Guernsey’s senior politician wants to limit the attendance of Education’s top civil servant at meetings of school governance boards to once per year.

Deputy Lindsay de Sausmarez, President of Policy & Resources, is seeking to amend Education’s plans which would give its Director the right to attend any meeting of boards. 

The move, which is backed by Deputy Tina Bury, would instead give school governance boards the discretion to invite the education chief to any meeting it wishes.

It would also allow the political members of Education to instruct the Director to attend meetings if there is “written cause for concern” over how the boards are operating.

This could include “a material failure in governance, safeguarding, financial management, or compliance with applicable law or policy”.

The pair said this was “to ensure the continued direction towards independence and autonomy for the Governance Boards”.

Pictured: Deputy Tina Bury is backing the move.

Education, Sport & Cultures’ next set of plans for governance boards, which will be debated by the States next week, allow for central government to decide the role and responsibilities of school boards, and appoint some of the members.

But Education yesterday announced it would modify its plans in response to criticism from other deputies.

ESC wants the purpose of the boards to be set out to show they must support the views of staff, students and parents, and hold senior leadership to account on standards, resources and performance.

They have also proposed removing the requirement for each board to have an education civil servant as a member, in response to fears that the oversight of schools would be kept too close to central government.

Deputy Paul Montague, President of ESC, has insisted that ongoing investigations across the States will produce recommendations that could change how much influence civil servants have over the governance of local schools.

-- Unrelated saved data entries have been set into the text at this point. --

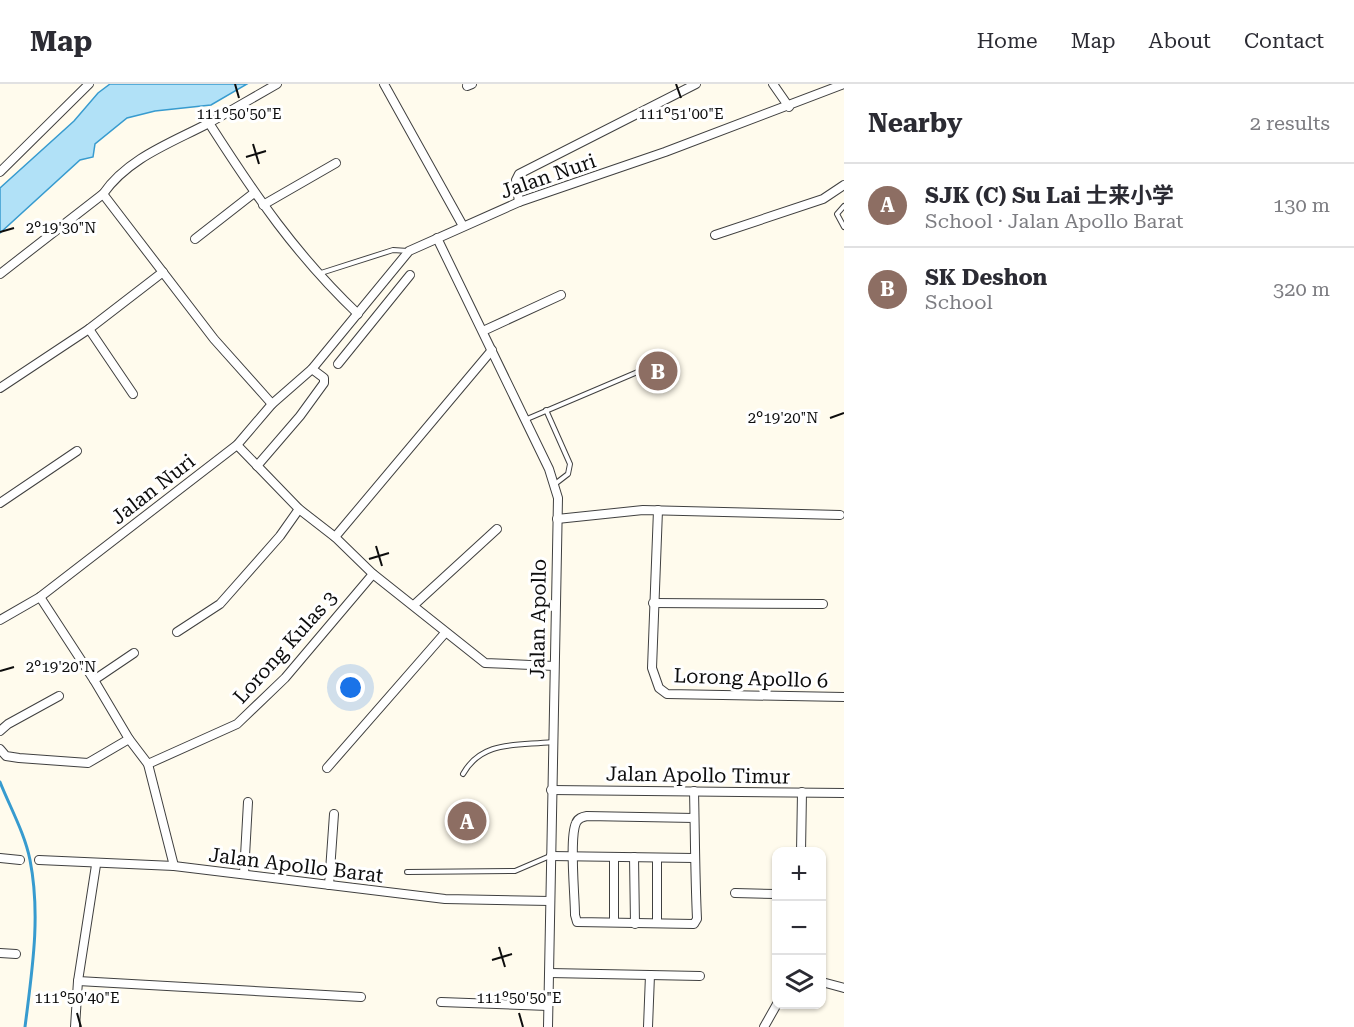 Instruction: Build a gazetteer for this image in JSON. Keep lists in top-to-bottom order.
{
  "streets": {
    "street": [
      "Jalan Nuri",
      "Jalan Apollo",
      "Lorong Kulas 3",
      "Lorong Apollo 6",
      "Jalan Apollo Timur",
      "Jalan Apollo Barat"
    ]
  },
  "crossings": [
    ["Jalan Nuri", "Jalan Apollo"],
    ["Jalan Apollo", "Jalan Apollo Timur"],
    ["Jalan Apollo", "Jalan Apollo Barat"]
  ],
  "page": {
    "header": "Map",
    "nav": [
      "Home",
      "Map",
      "About",
      "Contact"
    ],
    "heading": ["Nearby", "2 results"],
    "list": [
      {
        "mark": "A",
        "name": "SJK (C) Su Lai 士来小学",
        "note": "School · Jalan Apollo Barat",
        "value": "130 m"
      },
      {
        "mark": "B",
        "name": "SK Deshon",
        "note": "School",
        "value": "320 m"
      }
    ],
    "pins": ["B", "A"],
    "map_buttons": ["+", "−"]
  },
  "coordinates": [
    "111°50'50\"E",
    "111°51'00\"E",
    "2°19'30\"N",
    "2°19'20\"N",
    "111°50'40\"E"
  ]
}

The amendment marks another challenge to the committee’s plans after it successfully batted off attempts to delay the introduction of school boards earlier this month.

What has ESC proposed?

  • Create ‘clusters’ of independent governance boards covering every States-school.
  • Appoint a chair, and community, staff and parent representatives.
  • Also include an industry representative on the Guernsey Institute board.
  • Scrap school management committees which include parish representatives.
  • Form a new Committee to investigate how much of finance, IT, HR, and other central services should be devolved directly to schools.